After that conference, Long went to visit him with new motivation tucked in his heart.

“After pleading with him for about an hour, his excuse was that he believed all of it but that he didn’t think he could live it. He thought he would fail,” Long said. “I said, ‘Danny, if you knew someone who would meet with you and pray with you and help you along the way, would that change anything?’ And he said if that were the case, he would be saved right then.”

So Long told Danny he would be that guy.

“I told him I would walk with him for six months and help him get grounded in his faith,” Long said. “And what was to be six months turned into a year because we became very close friends.”

It wasn’t so much that Long was the teacher and Danny the student as it was that they were friends who invested in each other’s lives. They fished together, read the Bible together and got their families together on a regular basis.

“This was all off the radar,” Long said. “It wasn’t a public program — that’s the beauty of discipleship.”

But people began to notice Danny and how fast he was growing in his faith.

“He was changing. His whole life was different,” Long said. “So I began to see that there really was something to this discipleship thing. And I was benefiting from it as well.”

In the last decade or so, the two had lost contact, but a few months ago Long got a call at his office from Danny’s wife.

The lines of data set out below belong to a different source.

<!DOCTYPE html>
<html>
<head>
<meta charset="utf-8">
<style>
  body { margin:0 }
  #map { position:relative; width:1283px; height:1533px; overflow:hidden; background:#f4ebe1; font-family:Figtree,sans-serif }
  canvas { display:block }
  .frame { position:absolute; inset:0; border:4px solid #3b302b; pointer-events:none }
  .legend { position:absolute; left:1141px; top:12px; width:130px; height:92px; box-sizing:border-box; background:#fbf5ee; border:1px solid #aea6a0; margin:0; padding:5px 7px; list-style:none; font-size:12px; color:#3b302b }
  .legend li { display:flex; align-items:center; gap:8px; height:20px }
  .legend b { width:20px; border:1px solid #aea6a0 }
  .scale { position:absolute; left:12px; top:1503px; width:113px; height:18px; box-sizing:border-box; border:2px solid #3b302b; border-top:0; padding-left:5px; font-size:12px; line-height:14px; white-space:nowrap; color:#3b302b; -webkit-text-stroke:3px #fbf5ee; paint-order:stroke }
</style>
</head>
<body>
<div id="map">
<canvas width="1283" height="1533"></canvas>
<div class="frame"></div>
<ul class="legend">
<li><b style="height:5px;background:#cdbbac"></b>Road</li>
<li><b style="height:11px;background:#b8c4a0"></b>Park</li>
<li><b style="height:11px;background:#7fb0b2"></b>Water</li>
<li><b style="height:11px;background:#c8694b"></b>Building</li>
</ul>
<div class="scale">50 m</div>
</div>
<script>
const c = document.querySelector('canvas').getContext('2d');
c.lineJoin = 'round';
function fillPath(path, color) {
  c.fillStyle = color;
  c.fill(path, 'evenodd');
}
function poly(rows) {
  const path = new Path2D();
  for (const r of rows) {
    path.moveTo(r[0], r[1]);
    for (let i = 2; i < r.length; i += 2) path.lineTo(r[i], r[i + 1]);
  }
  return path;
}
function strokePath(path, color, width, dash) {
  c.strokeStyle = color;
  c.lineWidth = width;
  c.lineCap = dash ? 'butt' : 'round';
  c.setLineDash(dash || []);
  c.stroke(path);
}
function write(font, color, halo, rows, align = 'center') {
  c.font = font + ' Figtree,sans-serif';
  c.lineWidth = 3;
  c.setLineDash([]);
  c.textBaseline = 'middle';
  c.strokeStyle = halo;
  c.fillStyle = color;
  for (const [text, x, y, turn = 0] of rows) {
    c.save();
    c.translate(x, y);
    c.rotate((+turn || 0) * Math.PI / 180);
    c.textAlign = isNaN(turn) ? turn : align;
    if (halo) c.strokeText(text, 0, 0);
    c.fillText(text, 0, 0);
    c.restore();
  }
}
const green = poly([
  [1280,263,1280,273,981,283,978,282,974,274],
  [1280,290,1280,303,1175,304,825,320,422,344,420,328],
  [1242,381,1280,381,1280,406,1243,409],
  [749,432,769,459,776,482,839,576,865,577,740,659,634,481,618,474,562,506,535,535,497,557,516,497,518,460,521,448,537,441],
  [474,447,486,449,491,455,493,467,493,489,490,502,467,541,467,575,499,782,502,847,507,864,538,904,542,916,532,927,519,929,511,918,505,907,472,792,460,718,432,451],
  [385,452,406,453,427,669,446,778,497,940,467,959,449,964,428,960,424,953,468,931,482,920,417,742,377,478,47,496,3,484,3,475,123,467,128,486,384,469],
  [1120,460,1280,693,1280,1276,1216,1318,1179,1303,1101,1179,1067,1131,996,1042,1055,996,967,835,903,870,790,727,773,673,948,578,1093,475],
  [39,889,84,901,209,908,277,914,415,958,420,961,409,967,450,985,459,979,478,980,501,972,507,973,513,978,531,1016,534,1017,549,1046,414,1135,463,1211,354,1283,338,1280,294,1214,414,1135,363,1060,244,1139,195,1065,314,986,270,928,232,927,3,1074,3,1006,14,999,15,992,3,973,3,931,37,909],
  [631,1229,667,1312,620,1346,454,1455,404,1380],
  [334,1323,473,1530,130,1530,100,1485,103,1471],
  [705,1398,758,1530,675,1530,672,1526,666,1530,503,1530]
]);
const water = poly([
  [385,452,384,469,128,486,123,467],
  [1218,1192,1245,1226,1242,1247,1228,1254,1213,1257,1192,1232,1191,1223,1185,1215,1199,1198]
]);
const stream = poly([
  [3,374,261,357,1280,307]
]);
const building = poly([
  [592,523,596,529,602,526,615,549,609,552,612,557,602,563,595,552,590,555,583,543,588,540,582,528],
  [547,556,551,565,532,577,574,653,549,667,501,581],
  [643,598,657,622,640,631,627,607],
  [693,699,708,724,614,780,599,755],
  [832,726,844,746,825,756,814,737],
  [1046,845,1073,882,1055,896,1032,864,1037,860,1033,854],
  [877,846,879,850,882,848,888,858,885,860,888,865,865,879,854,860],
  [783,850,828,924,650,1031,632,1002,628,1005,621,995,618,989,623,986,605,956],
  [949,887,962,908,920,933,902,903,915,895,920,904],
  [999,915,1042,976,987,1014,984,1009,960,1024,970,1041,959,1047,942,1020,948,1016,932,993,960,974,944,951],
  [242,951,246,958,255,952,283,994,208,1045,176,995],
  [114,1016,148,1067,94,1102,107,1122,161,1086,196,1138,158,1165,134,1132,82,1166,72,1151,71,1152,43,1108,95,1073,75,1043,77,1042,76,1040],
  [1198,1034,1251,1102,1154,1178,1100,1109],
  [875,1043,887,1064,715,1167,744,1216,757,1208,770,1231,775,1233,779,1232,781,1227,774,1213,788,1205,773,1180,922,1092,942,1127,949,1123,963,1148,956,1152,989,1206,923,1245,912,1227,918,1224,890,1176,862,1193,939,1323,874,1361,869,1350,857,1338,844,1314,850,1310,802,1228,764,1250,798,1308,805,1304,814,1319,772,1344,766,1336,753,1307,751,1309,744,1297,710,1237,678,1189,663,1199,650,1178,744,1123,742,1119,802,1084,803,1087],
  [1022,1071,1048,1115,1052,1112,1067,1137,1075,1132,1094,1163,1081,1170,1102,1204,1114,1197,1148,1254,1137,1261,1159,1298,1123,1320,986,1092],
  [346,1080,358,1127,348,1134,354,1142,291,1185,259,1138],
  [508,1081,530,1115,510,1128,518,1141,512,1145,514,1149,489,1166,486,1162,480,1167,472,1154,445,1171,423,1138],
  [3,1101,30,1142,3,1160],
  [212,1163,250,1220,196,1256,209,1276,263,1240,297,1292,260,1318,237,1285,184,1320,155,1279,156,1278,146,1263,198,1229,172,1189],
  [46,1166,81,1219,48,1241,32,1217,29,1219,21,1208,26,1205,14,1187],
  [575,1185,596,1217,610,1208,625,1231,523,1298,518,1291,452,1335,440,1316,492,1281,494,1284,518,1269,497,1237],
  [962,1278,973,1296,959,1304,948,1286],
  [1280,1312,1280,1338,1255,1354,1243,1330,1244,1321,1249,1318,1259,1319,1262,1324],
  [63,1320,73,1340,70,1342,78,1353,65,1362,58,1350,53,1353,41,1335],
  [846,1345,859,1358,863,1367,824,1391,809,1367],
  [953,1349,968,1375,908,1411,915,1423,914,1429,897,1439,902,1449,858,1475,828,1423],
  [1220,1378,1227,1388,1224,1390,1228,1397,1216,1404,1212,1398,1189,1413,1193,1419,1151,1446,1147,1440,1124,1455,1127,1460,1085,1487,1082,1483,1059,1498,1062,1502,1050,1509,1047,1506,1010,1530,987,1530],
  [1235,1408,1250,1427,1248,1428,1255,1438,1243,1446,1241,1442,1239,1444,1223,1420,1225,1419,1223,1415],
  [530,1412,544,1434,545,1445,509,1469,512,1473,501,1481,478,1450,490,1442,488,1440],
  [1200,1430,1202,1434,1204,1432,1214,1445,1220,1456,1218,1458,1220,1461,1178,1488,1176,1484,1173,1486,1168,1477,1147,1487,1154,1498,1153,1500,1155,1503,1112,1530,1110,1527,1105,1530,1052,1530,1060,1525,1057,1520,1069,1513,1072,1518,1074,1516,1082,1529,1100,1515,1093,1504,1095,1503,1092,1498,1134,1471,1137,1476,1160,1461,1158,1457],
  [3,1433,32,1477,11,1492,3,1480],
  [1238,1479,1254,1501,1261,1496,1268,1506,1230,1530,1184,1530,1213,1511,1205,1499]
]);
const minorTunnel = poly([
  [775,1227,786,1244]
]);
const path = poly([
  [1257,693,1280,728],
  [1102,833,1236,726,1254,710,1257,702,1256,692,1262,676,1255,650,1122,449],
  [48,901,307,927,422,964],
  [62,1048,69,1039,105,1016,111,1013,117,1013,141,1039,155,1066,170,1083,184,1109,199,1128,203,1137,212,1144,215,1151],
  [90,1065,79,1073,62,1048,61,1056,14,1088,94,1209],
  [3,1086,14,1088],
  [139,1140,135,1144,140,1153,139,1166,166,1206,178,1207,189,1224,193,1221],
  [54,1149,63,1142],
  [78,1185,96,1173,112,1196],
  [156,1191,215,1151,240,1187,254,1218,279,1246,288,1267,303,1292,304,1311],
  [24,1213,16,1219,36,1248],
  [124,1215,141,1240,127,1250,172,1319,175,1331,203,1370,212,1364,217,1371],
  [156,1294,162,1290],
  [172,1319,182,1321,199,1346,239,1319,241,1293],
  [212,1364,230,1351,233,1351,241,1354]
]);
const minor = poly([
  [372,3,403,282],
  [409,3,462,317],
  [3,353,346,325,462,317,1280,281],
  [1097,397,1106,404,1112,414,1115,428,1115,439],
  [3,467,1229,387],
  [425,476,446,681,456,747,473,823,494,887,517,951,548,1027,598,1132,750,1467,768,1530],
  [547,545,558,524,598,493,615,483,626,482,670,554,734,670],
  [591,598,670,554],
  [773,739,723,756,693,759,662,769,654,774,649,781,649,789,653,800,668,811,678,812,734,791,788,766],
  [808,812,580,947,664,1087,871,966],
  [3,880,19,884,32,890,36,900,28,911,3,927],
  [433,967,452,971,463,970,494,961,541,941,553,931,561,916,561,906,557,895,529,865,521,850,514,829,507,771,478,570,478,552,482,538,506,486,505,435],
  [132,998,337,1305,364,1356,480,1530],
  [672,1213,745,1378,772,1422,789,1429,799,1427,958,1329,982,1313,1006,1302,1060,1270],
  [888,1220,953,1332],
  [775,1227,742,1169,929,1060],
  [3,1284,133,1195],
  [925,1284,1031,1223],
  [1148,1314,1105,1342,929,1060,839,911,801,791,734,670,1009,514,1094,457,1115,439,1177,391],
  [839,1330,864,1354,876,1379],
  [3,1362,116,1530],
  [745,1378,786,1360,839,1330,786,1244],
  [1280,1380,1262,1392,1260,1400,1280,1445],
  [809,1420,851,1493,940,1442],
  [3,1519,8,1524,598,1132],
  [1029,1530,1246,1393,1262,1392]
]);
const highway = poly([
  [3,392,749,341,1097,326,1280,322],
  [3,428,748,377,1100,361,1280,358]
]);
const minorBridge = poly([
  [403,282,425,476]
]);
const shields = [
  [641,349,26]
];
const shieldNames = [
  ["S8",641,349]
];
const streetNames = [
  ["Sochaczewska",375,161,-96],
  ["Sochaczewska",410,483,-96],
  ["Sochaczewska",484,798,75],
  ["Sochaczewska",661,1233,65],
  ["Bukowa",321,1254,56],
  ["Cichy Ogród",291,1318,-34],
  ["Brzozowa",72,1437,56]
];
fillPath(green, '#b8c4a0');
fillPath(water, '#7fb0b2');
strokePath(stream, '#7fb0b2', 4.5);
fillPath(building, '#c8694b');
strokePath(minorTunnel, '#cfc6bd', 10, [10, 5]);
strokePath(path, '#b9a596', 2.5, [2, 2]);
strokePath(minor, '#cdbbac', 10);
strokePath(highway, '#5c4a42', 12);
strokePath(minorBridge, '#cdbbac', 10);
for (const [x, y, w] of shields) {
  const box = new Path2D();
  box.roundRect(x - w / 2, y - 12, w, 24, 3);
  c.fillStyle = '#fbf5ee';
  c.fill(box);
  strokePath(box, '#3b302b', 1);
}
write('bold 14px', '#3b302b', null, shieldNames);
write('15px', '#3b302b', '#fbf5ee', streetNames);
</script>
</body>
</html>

“She said, ‘If this is the Terry Long who was a pastor in Picayune, please call me,'” Long said.

“So I called her back, and she told me Danny was extremely ill with heart problems and other physical issues and knows his time is limited.”

When Long gave him a call they reunited and reconnected. “He thanked me for the time I invested in his life in 1985,” Long said. “He’s asked me to preach his funeral when the time comes. But for the last 33 years, he’s been living a faithful life.”

‘It’s on the backburner’

All that from just a promise to walk beside him as a friend who pointed to Jesus, Long said.

“It’s not flashy. It’s on the backburner. It’s quiet,” he said. “There comes a time that every pastor in ministry has to make a decision — go for the applause of men or decide I’m going to invest my life in men and people in a way that results in long-lasting fruit.”

The second is what Jesus wanted when He gave His disciples the Great Commission, Long said. “Every pastor can do this. Every Christian can do this because you don’t have to be a speaker. You don’t have to be on the platform,” Long said. “It’s not a church program. It’s a relationship. When you try to make a program out of it, you lose something.”

That’s what he remembered again that night as he hung up the phone in that little church kitchen and got back to painting — that the brightest spots of his ministry weren’t the times his church drew the crowds.

“It’s the time invested in those men’s lives and how I’ve seen it affect their children and their grandchildren,” Long said.

He’s done this over and over across the years. He’s got several men he’s pouring into now, right where he is in Choctaw County.

“I pour my life into them. I try to be transparent with them,” he said. “The guys I’ve invested in personally, I tell them, ‘This is who I am and this is what it’s about, and you’re going to fail, but I’m going to walk with you no matter what.'”

And that, he said, is how it was always meant to be.

“It’s not about a program,” he said. “It’s about just having a heart for people.”